Forgot your password?
typodupeerror
AMD Hardware Technology

AMD's Piledriver To Hit 4GHz+ With Resonant Clock Mesh 286

Posted by Unknown Lamer
from the inventing-a-better-sliderule dept.
MojoKid writes about some interesting news from AMD. From the article: "Advanced Micro Devices plans to use resonant clock mesh (PDF) technology developed by Cyclos Semiconductor to push its Piledriver processor architecture to 4GHz and beyond, the company announced at the International Solid State Circuits Conferences (ISSCC) in San Francisco. Cyclos is the only supplier of resonant clock mesh IP, which AMD has licensed and implemented into its x86 Piledriver core for Opteron server processors and Accelerated Processing Units. Resonant clock mesh technology will not only lead to higher clocked processors, but also significant power savings. According to Cyclos, the new technology is capable of reducing power consumption by 10 percent or bumping up clockspeeds by 10 percent without altering the TDP." Unfortunately, aside from a fuzzy whitepaper, actual technical details are all behind IEEE and other paywalls with useless abstracts.
This discussion has been archived. No new comments can be posted.

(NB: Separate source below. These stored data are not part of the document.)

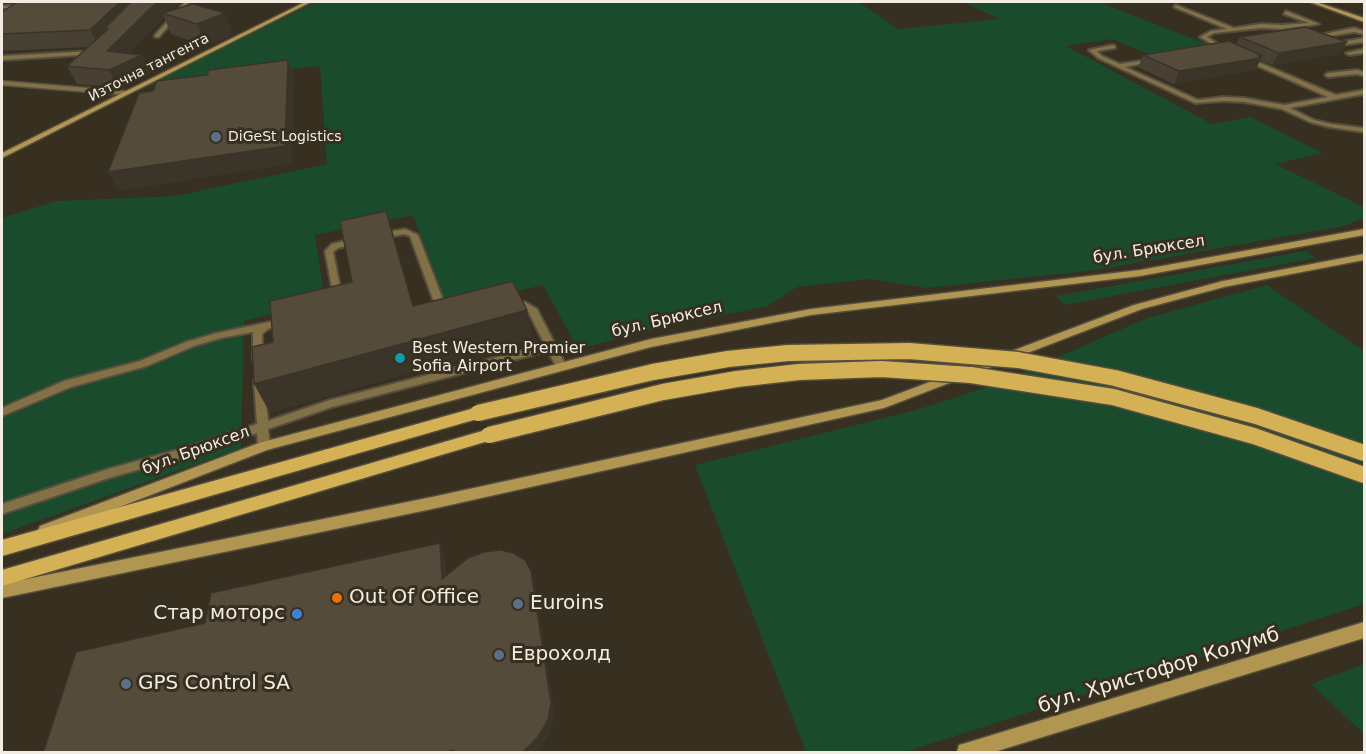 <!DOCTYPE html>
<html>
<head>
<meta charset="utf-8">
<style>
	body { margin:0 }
	#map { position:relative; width:1366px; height:754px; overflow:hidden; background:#372f1f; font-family:"DejaVu Sans",sans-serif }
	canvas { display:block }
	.frame { position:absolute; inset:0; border:3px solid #f2ece2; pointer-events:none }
</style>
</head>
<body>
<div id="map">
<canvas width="1366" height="754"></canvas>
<div class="frame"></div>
</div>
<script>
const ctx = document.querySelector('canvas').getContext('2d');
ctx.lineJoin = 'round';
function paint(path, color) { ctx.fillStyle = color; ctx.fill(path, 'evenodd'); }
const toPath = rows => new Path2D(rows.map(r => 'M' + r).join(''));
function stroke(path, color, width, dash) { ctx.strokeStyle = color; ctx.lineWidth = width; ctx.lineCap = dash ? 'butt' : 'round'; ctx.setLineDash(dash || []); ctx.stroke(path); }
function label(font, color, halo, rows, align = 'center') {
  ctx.font = font + ' "DejaVu Sans",sans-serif'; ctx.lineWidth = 6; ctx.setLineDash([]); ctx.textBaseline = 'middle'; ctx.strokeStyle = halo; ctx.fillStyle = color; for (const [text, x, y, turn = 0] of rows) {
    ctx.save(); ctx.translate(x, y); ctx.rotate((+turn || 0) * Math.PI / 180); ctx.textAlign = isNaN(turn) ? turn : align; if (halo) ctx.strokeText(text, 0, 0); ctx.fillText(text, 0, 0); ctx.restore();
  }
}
paint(toPath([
	[316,2,859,2,898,29,1000,19,963,2,1125,2,1104,4,1217,48,1155,57,1112,39,1066,46,1212,124,1251,117,1323,153,1275,164,1364,207,1364,218,1344,226,1097,270,926,288,869,279,797,287,768,306,665,327,578,349,543,285,447,308,413,215,315,235,325,301,244,321,241,448,2,534,2,218,57,201,175,196,327,164,320,66,143,87],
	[1305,251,1316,258,1065,305,1056,296],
	[1267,285,1364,351,1364,604,906,752,806,752,695,465,916,410,994,385,1147,318],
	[1364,664,1364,734,1311,684]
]), '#1a4b2d');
const lane = toPath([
	[185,2,189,2,159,37,155,37,155,35,185,2],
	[22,5,24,7,2,8,2,6,22,5],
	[1176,5,1234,28,1261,24,1282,25,1309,23,1284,14,1286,11,1319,24,1282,29,1261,28,1214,33,1207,37,1225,48,1225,50,1223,51,1200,37,1211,31,1227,29,1174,7,1176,5],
	[1354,28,1364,31,1364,34,1354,32,1312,39,1309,37,1354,28],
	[1364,38,1364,42,1333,46,1330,44,1364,38],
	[1113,45,1115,46,1115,48,1097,51,1102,56,1120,64,1154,59,1154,61,1125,67,1198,100,1223,97,1244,98,1284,105,1328,97,1244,60,1244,58,1246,57,1336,95,1364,90,1364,94,1290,108,1314,120,1331,124,1364,128,1364,132,1329,127,1310,122,1282,109,1244,102,1223,101,1195,103,1098,58,1089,50,1113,45],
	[1364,49,1364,53,1349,55,1346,53,1364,49],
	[94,51,97,53,96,54,2,60,2,56,94,51],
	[1357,70,1364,72,1364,76,1357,74,1328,77,1325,75,1328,73,1357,70],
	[405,229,418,235,448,313,446,315,440,315,438,313,410,236,404,234,380,239,376,236,377,234,405,229],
	[356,238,359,239,359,243,338,248,333,252,342,297,337,300,334,299,325,251,332,244,356,238],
	[525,302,537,309,566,366,565,368,557,368,548,351,332,407,268,429,270,446,268,449,264,450,260,449,258,446,257,433,190,455,109,478,2,514,2,504,108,469,188,447,257,424,254,381,255,378,259,377,264,381,268,421,330,400,545,345,528,311,523,308,511,309,506,306,511,303,525,302],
	[284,319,289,322,287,324,268,329,262,334,263,360,262,362,258,363,253,360,253,332,221,338,194,346,147,366,71,387,2,416,2,408,64,381,140,361,186,342,217,333,284,319]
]);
const street = toPath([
	[2,81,125,91,129,93,125,95,2,85,2,81]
]);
const secondary = toPath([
	[305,2,311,2,2,158,2,153,305,2],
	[1310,2,1316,2,1364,18,1364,22,1310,2],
	[1364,229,1364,235,1140,276,811,315,651,347,267,450,50,534,45,536,40,534,38,530,40,526,259,443,651,339,811,309,1140,270,1364,229],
	[1364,254,1364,260,1224,287,1142,309,884,408,432,509,2,598,2,584,432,497,882,400,1134,305,1223,281,1364,254],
	[1364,622,1364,638,994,752,957,752,959,745,966,743,1364,622]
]);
const primary = toPath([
	[478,407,484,409,486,413,484,417,2,556,2,540,478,407],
	[489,429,495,431,497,435,495,439,2,586,2,570,489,429]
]);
stroke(lane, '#554d3e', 4);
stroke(street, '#554d3e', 3);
stroke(secondary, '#554d3e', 3);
stroke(primary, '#554d3e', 3);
paint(lane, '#827147');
paint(street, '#827147');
paint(secondary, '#b09650');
paint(primary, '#d4b155');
const primaryBridge = toPath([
	[478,413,653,372,728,359,788,353,909,351,1018,360,1115,378,1256,416,1364,453],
	[489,435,663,392,737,379,799,372,881,369,971,375,1113,397,1254,436,1364,475]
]);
stroke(primaryBridge, '#554d3e', 19, []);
stroke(primaryBridge, '#d4b155', 16);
paint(toPath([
	[17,2,179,2,170,11,233,34,206,46,171,34,164,17,129,53,142,55,150,72,118,88,77,84,67,66,88,47,2,51,2,12],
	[1240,37,1340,54,1272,65,1260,60,1255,70,1174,84,1138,67,1143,55,1236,44]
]), '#484032');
paint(toPath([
	[120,2,142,2,108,29,104,29,108,37,99,46,90,30],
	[157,2,179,2,166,15,162,13,164,17,116,67,142,55,150,72,118,88,109,70,107,51],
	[225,13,233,34,206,46,197,24],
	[1347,42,1340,54,1272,65,1279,53],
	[1263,56,1255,70,1174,84,1179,71],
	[288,60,294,77,292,164,119,191,108,172],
	[527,310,532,339,270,413,254,384],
	[440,543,445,556,447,592,442,579],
	[531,571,535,584,555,714,551,732,542,748,537,753,520,753]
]), '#3b3429');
const building = toPath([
	[17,2,120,2,90,30,2,34,2,12,17,2],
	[131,2,157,2,107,51,142,55,109,70,67,66,108,29,104,29,131,2],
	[193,4,225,13,197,24,162,13,193,4],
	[1305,27,1347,42,1279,53,1240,37,1305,27],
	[1229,41,1263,56,1258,56,1261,58,1179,71,1143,55,1229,41],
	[288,60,285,146,108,172,139,93,153,91,157,81,207,75,209,70,288,60],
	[386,211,413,306,510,282,513,282,527,310,254,384,252,347,273,342,270,301,352,282,340,221,386,211],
	[440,543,442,579,468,558,484,552,500,550,513,553,525,560,531,571,551,703,548,720,538,737,524,751,520,753,460,753,450,750,450,753,43,753,76,652,205,623,211,593,440,543]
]);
paint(building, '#544b3a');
stroke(building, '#3b3429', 1.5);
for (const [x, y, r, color] of [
	[216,137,6,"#5c6f8a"],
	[400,358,6,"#0f9aa8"],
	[337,598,6,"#e8710a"],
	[518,604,6,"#5c6f8a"],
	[297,614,6,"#3f7fe0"],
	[499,655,6,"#5c6f8a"],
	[126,684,6,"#5c6f8a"]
]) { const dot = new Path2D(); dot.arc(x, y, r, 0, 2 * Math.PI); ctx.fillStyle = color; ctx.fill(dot); stroke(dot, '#372f1f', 2); }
label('14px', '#f2ece2', '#372f1f', [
	["Източна тангента",149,68,-27]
]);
label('14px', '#f2ece2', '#372f1f', [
	["DiGeSt Logistics",228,137]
], 'left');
label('16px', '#f2ece2', '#372f1f', [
	["бул. Брюксел",1149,250,-9],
	["бул. Брюксел",667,320,-13],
	["бул. Брюксел",196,451,-20]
]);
label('16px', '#f2ece2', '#372f1f', [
	["Best Western Premier",412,349],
	["Sofia Airport",412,367]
], 'left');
label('20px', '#f2ece2', '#372f1f', [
	["Out Of Office",349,598],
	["Euroins",530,604],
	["Стар моторс",285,614,"right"],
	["Еврохолд",511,655],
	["GPS Control SA",138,684]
], 'left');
label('20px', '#f2ece2', '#372f1f', [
	["бул. Христофор Колумб",1159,671,-17]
]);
</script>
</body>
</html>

AMD's Piledriver To Hit 4GHz+ With Resonant Clock Mesh

Comments Filter:
  • Re:but really (Score:4, Interesting)

    by arbiter1 (1204146) on Monday February 27, 2012 @08:36PM (#39180295)
    The bulldozer and i7-2600k were about same performance wise but that is 8 core cpu vs 4 cores + HT. Powerusage of both machines at wall was like 250watts under load. When you overclocked both the bulldozer to 4.8ghz and i7 to 5ghz, i7 used 80 more watts, the bulldozer doubled its draw to over 500 watts, i think it was 550 watts.
  • Re:vaporware (Score:2, Interesting)

    by networkBoy (774728) on Monday February 27, 2012 @08:36PM (#39180301) Homepage Journal

    Is AMD really doing that badly?
    Seriously I am out of the loop from an AMD perspective*, but I assumed they were still rocking the cost/performance on the low end of the CPU ranges, and was hoping this would allow them to push into the mid-range i5 territory.
    -nB

    *all I work on at work & at home is Intel stuff, so I don't have any relevant AMD info.

  • Re:vaporware (Score:2, Interesting)

    by Anonymous Coward on Monday February 27, 2012 @09:09PM (#39180643)

    80% of Intel performance at 12% of the cost.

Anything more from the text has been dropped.